#### Task 4:

1. Download Alice in Wonderland by Lewis Carroll from Project Gutenberg's website http://www.gutenberg.org/files/11/11-0.txt
2. Perform any necessary preprocessing on the text, including converting to lower case, removing stop words, numbers / non-alphabetic characters, lemmatization.
3. Find Top 10 most important (for example, in terms of TF-IDF metric) words from each chapter in the text (not "Alice"); how would you name each chapter according to the identified tokens?
4. Find the Top 10 most used verbs in sentences with Alice. What does Alice do most often?

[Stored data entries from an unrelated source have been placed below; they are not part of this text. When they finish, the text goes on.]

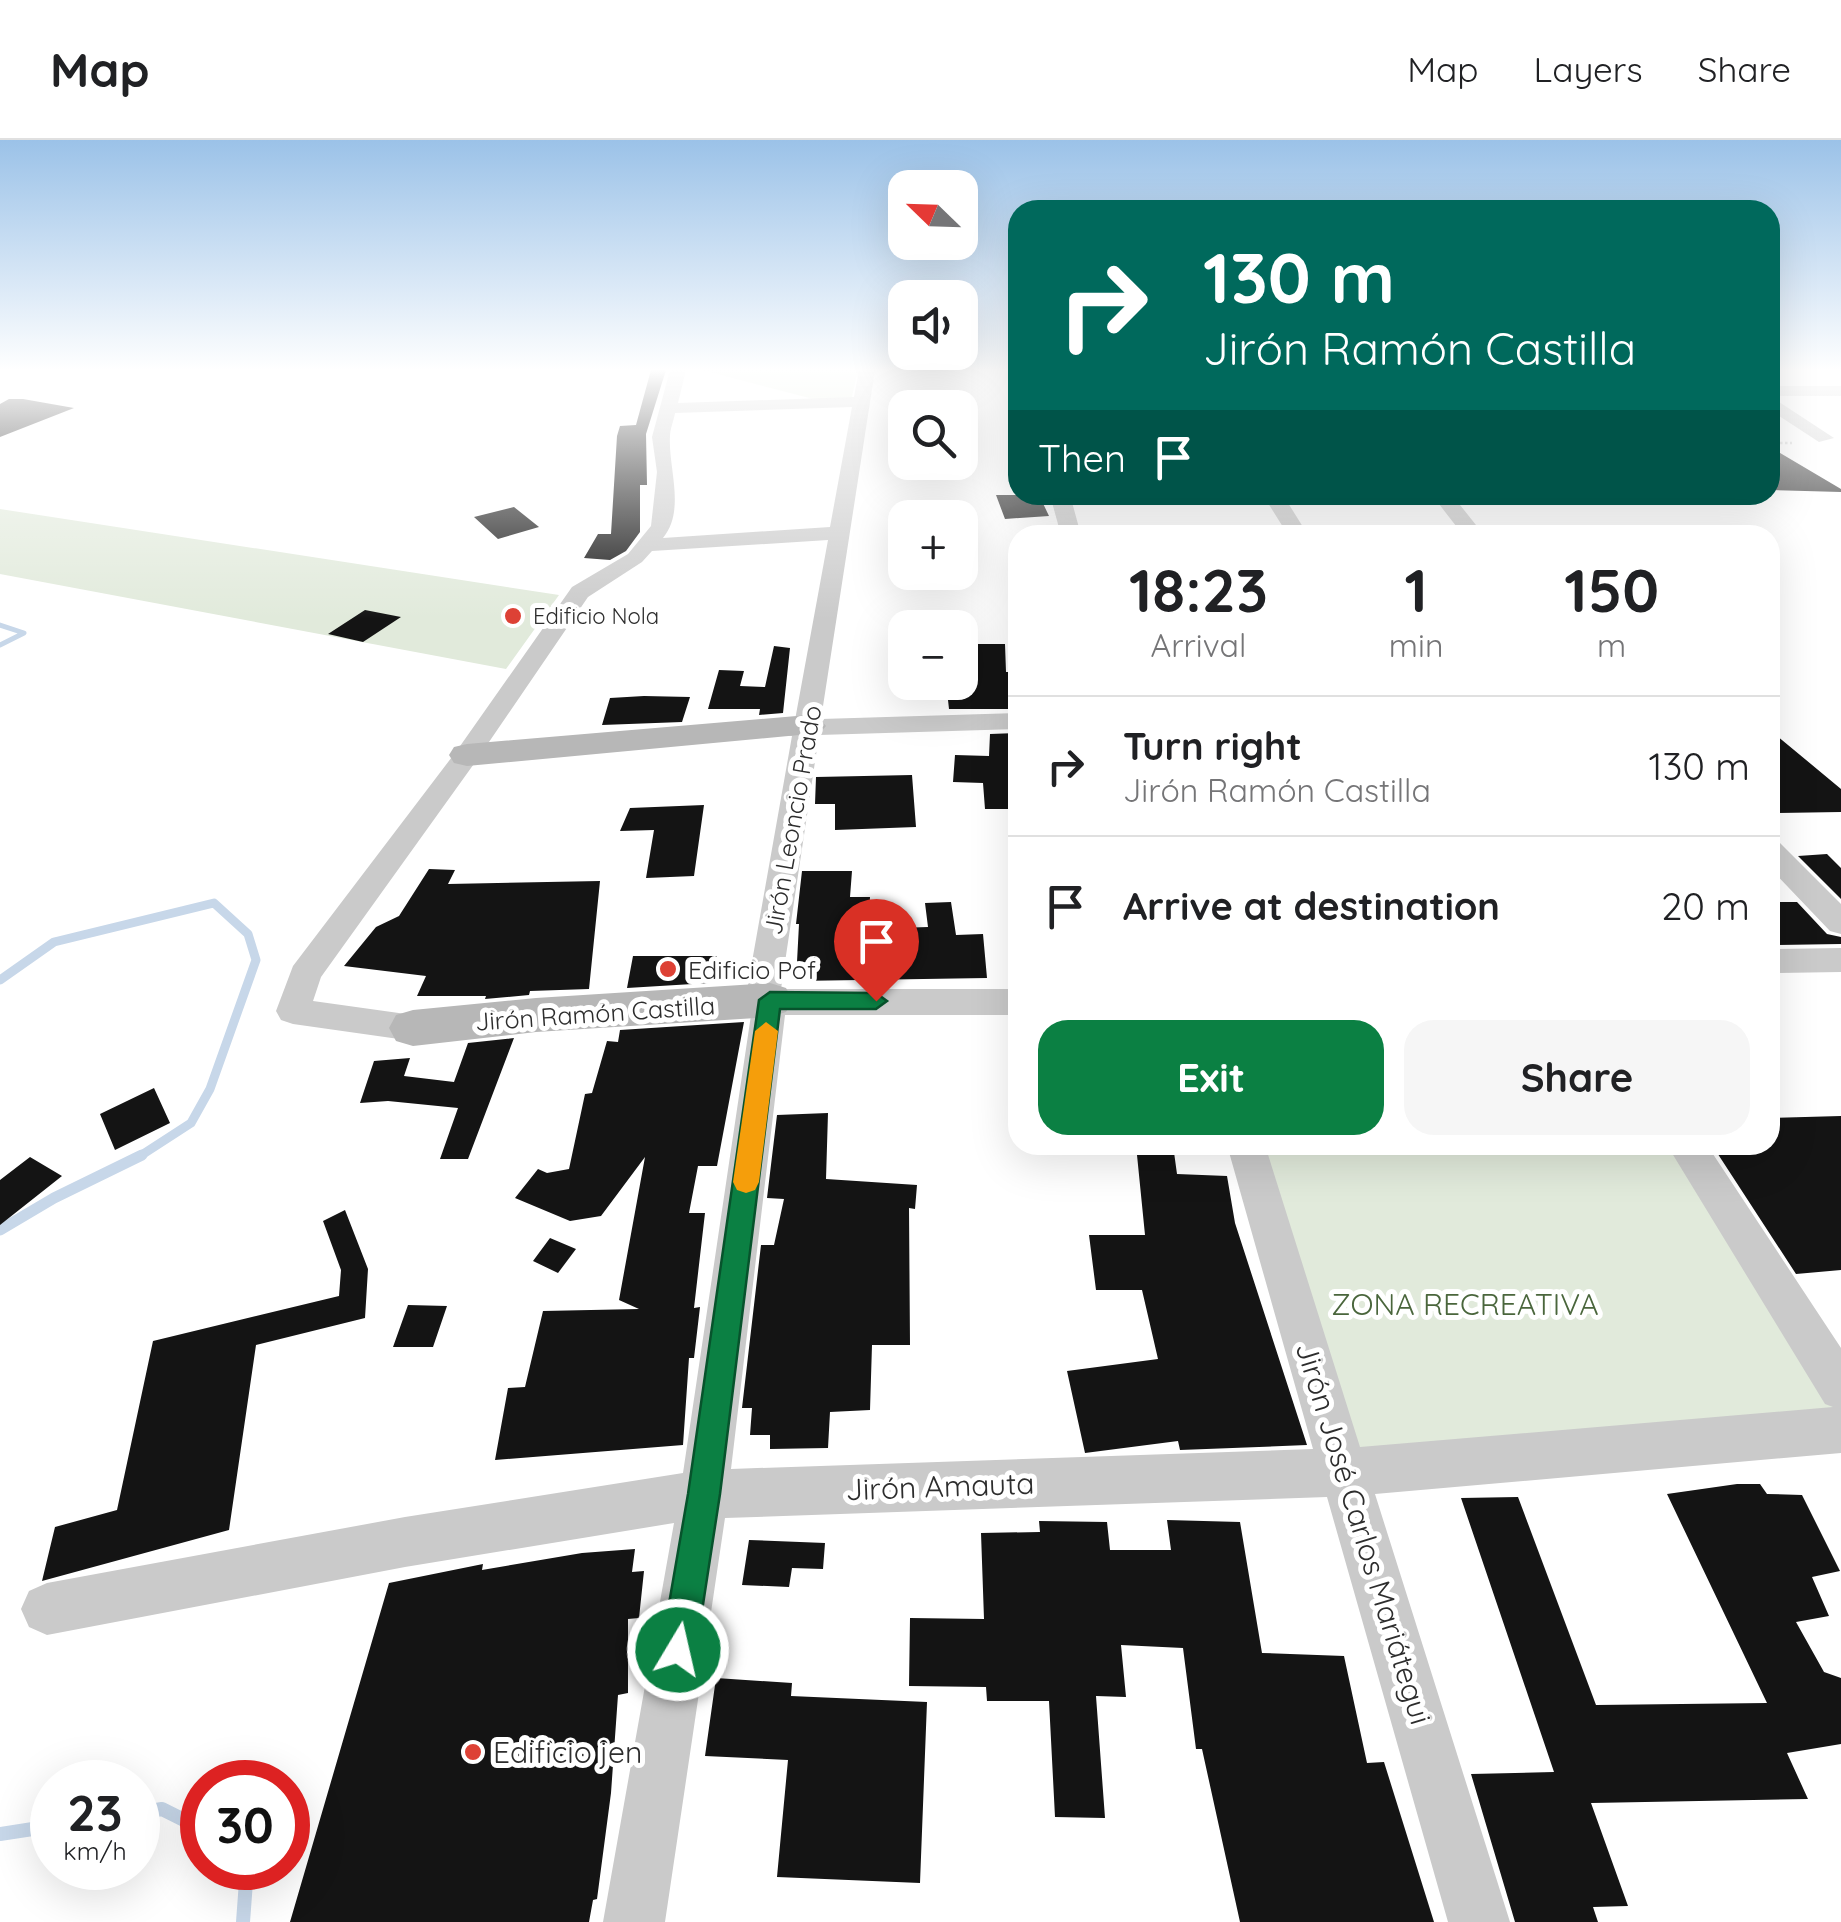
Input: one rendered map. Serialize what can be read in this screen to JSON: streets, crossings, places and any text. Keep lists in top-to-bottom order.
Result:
{
  "streets": {
    "street": [
      "Jirón Leoncio Prado",
      "Jirón Ramón Castilla",
      "Jirón Amauta",
      "Jirón José Carlos Mariátegui"
    ]
  },
  "crossings": [
    ["Jirón Leoncio Prado", "Jirón Ramón Castilla"],
    ["Jirón Leoncio Prado", "Jirón Amauta"],
    ["Jirón Amauta", "Jirón José Carlos Mariátegui"]
  ],
  "parks": ["ZONA RECREATIVA"],
  "places": ["Edificio Nola", "Edificio Pof", "Edificio jen"],
  "north": "top left",
  "page": {
    "header": "Map",
    "nav": ["Map", "Layers", "Share"],
    "map_buttons": ["+", "−"],
    "turn": ["130 m", "Jirón Ramón Castilla"],
    "then": "Then",
    "eta": [
      "18:23",
      "Arrival",
      "1",
      "min",
      "150",
      "m"
    ],
    "list": [
      {
        "name": "Turn right",
        "note": "Jirón Ramón Castilla",
        "value": "130 m"
      },
      {
        "name": "Arrive at destination",
        "value": "20 m"
      }
    ],
    "buttons": ["Exit", "Share"],
    "speed": "23 km/h",
    "limit": "30"
  }
}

## 1. Download Alice in Wonderland by Lewis Carroll from Project Gutenberg's website http://www.gutenberg.org/files/11/11-0.txt

In [41]:
!wget https://www.gutenberg.org/files/11/11-0.txt

--2023-04-11 03:24:24--  https://www.gutenberg.org/files/11/11-0.txt
Resolving www.gutenberg.org (www.gutenberg.org)... 152.19.134.47
Connecting to www.gutenberg.org (www.gutenberg.org)|152.19.134.47|:443... connected.
HTTP request sent, awaiting response... 200 OK
Length: 174313 (170K) [text/plain]
Saving to: ‘11-0.txt.6’


2023-04-11 03:24:25 (241 KB/s) - ‘11-0.txt.6’ saved [174313/174313]



## 2. Perform any necessary preprocessing on the text, including converting to lower case, removing stop words, numbers / non-alphabetic characters, lemmatization.

In [42]:
!pip3.11 install nltk



In [43]:
import nltk

with open('11-0.txt', 'r') as f:
    text = f.read()

In [44]:
from nltk.corpus import stopwords
from nltk.stem import WordNetLemmatizer

# Preprocessing
text = ''.join(char for char in text if char.isalpha() or char.isspace())
words = nltk.word_tokenize(text)

# Removing stop words and lemmatizing
stop_words = set(stopwords.words('english'))
lemmatizer = WordNetLemmatizer()
words = [lemmatizer.lemmatize(word) for word in words if word not in stop_words]

# Joining the words back to form the preprocessed text
preprocessed_text = ' '.join(words)

# preprocessed_text

In [45]:
preprocessed_text[1047:]



## 3. Find Top 10 most important (for example, in terms of TF-IDF metric) words from each chapter in the text (not "Alice"); how would you name each chapter according to the identified tokens?

In [46]:
!pip3.11 install sklearn



In [48]:
from sklearn.feature_extraction.text import TfidfVectorizer
import numpy as np

# Splitting the text into chapters
chapter_list = preprocessed_text[1047:].split('CHAPTER ')[1:]
chapters = []
for chapter in chapter_list:
    chapter_parts = chapter.split('THE END')
    if len(chapter_parts) > 1:
        chapters.append(chapter_parts[0] + 'THE END')
    else:
        chapters.append(chapter_parts[0])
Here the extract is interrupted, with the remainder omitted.